Итак, любая мелочь, способная произвести впечатление, не ускользала от него и благодаря остроте восприятия мгновенно схватывалась и сохранялась в памяти, но в облагороженном виде на сей раз благодаря чувству самозащиты. Эмоции, чувства могут возвращаться, их можно ощущать точно так же, как и когда-то раньше. И поэтому полученная в качестве компенсации за физические наказания способность к яркому зрительному восприятию и запоминанию, а затем к восстановлению в любой момент в памяти некогда увиденного позволила ему воспроизвести в первоначальном виде чувства, эмоции и ощущения и со всей яркостью и свежестью передать их зрителю с помощью кинокамеры.

Вернемся к семье, она была очень бедная. В 1897 году Моисей уехал в Соединенные Штаты Америки попытать счастья, он оставил в Вене Серафину, которая ждала третьего ребенка, это будет девочка. Второй же их ребенок — мальчик, младший брат Джо. Когда Джо исполнилось шесть лет, его отдали в еврейскую школу, он попал в класс к «ужасному бородатому чудовищу, с пронзительным взглядом, он учил нас так, что мы боялись его больше, чем Иегову. Изучение религии было обязательным, мы научились читать и писать на иврите, языке, которому пять тысяч лет, не понимая при этом смысла ни единого слова… Школьного учителя, который все же привил нам таким образом любовь к древней культуре, звали Антшерль, но я в одном из моих фильмов („Голубой ангел“, 1936) воспроизвел его образ под другим именем».

Однако в «Голубом ангеле» Эмиль Яннингс играл роль учителя английского языка, а не иврита, и было бы очень трудно распознать в его персонаже хоть какой-то намек на иудаизм. Впрочем, в основу фильма лег роман Генриха Манна, написанный в 1905 году, в котором, если анализировать его с другой точки зрения, можно усмотреть предвидение будущих событий, что и делает Зигфрид Кракауэр в своей книге «От Калигари до Гитлера» (1947). Шумные ученики несчастного Унрата сознательно представлены как прирожденные гитлеровцы, а финальная сцена его публичного унижения в кабаре «Голубой ангел», на глазах многих жителей города, в котором, как он еще недавно считал, его очень уважают, — это «урок садизма» и «скромный вклад в серию похожих, хотя и более изобретательных издевательств нацистов над людьми в концлагерях». Штернберг цитировал мнение Кракауэра, для того чтобы потом решительно его опровергнуть.

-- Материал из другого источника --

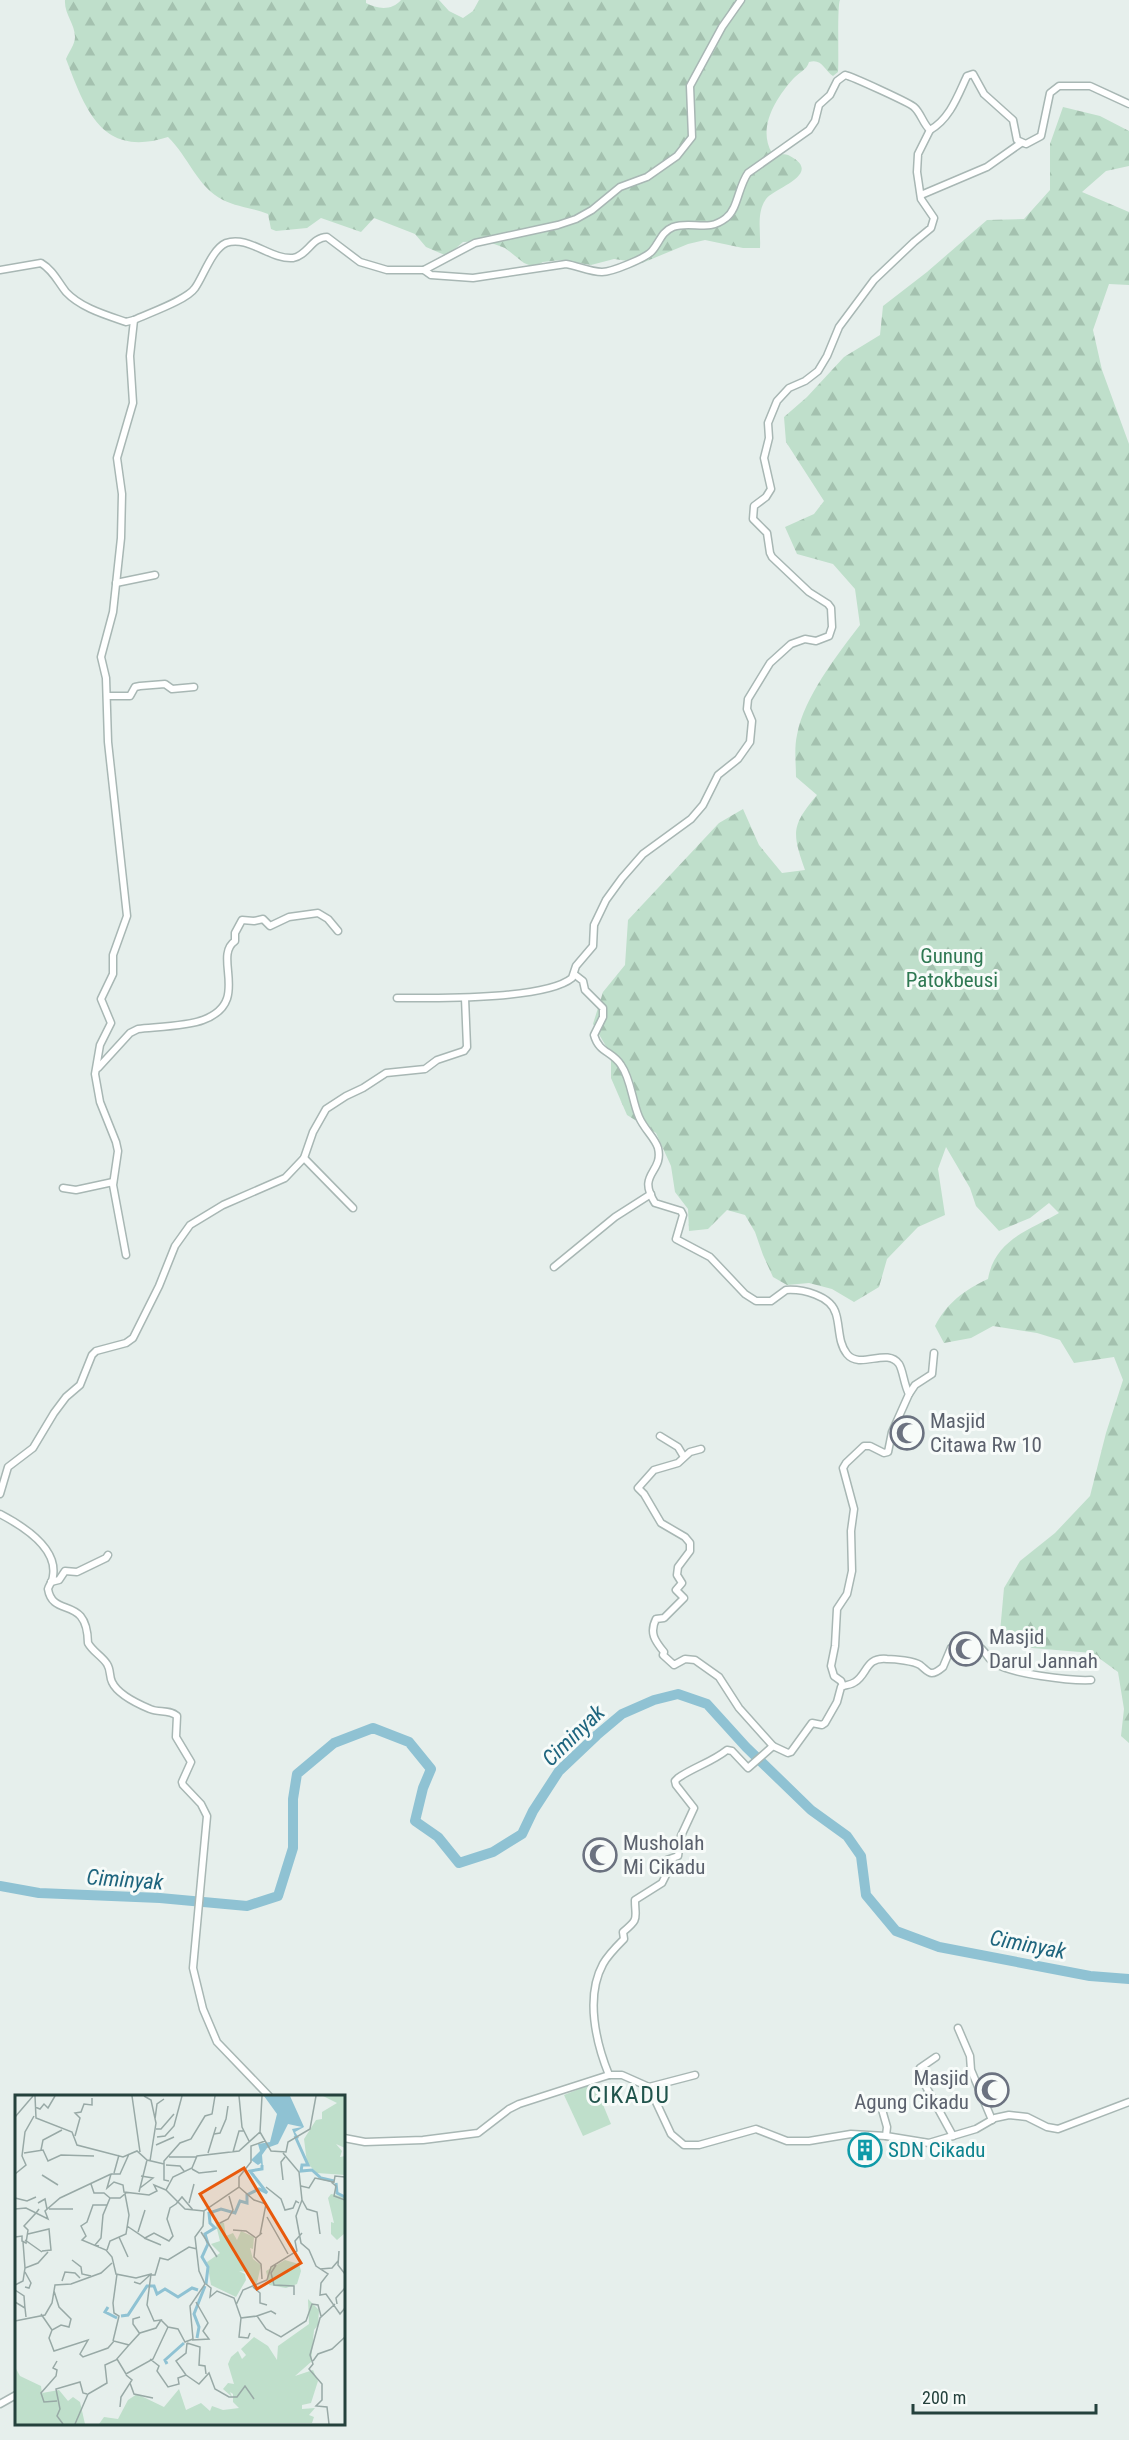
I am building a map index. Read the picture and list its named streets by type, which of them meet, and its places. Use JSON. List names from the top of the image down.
{
  "districts": ["CIKADU"],
  "water": ["Ciminyak"],
  "parks": ["Gunung Patokbeusi"],
  "places": {
    "mosque": [
      "Masjid Citawa Rw 10",
      "Masjid Darul Jannah",
      "Musholah Mi Cikadu",
      "Masjid Agung Cikadu"
    ],
    "building": ["SDN Cikadu"]
  },
  "scale_bar": "200 m"
}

Откровенно говоря, нужны очень большое воображение и аналитическая изобретательность, чтобы уловить в творчестве Джозефа фон Штернберга какое-либо внимание к своему собственному еврейскому (иудейскому) происхождению.

Марлен же, напротив, всегда помнила о том, что она немка, и иногда попадала из-за этого в сложные ситуации, связанные с событиями исторического характера, как, например, в 1933 году в Париже. Она не желала больше иметь ничего общего с Германией, ставшей в марте того года гитлеровской. Тем не менее она была вынуждена, согласно правилам, хлопотать через посольство о продлении срока действия ее германского паспорта, а затем она собиралась взять американское гражданство. Ее пригласил на прием посол барон Йоганнес фон Велецек и предложил ей от имени канцлера Гитлера вернуться в Германию и стать официальной кинозвездой рейха. (В конце концов такой звездой стала Зара Линдер, шведка по происхождению, жившая в Германии и отчасти являвшая собой по обаянию, красоте и голосу некий сплав Дитрих и Гарбо, только с примесью нацизма.)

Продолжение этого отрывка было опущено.